Data entries
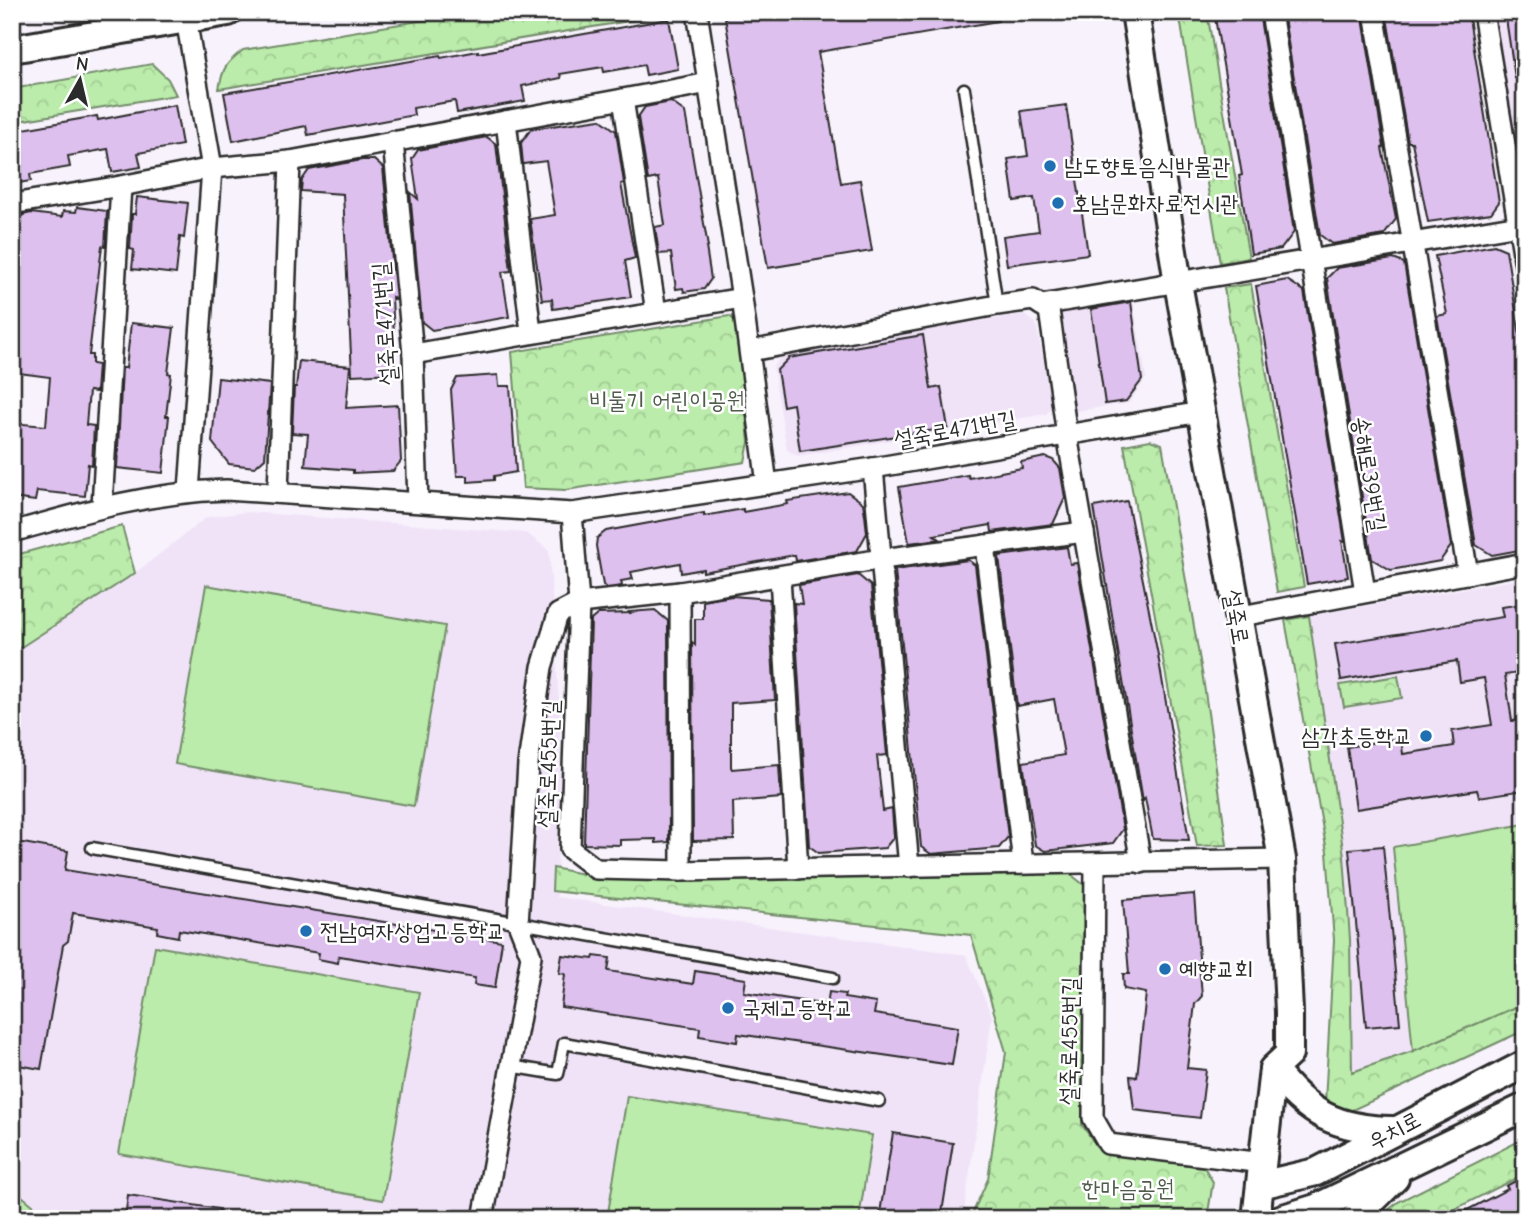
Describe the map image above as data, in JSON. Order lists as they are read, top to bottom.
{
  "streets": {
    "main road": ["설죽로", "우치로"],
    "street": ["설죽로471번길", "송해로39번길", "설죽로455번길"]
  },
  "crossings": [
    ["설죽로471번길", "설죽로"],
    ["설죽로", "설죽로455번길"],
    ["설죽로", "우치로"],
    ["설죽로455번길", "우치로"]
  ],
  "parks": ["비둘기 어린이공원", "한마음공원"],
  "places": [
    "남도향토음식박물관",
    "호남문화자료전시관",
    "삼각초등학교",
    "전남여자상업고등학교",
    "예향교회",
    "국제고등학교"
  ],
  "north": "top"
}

* ABOUT THIS EXERCISE
Please copy the data shown above, line by line and exactly, omitting the images.

* TASK RESULT
Describe the map image above as data, in JSON. Order lists as they are read, top to bottom.
{
  "streets": {
    "main road": ["설죽로", "우치로"],
    "street": ["설죽로471번길", "송해로39번길", "설죽로455번길"]
  },
  "crossings": [
    ["설죽로471번길", "설죽로"],
    ["설죽로", "설죽로455번길"],
    ["설죽로", "우치로"],
    ["설죽로455번길", "우치로"]
  ],
  "parks": ["비둘기 어린이공원", "한마음공원"],
  "places": [
    "남도향토음식박물관",
    "호남문화자료전시관",
    "삼각초등학교",
    "전남여자상업고등학교",
    "예향교회",
    "국제고등학교"
  ],
  "north": "top"
}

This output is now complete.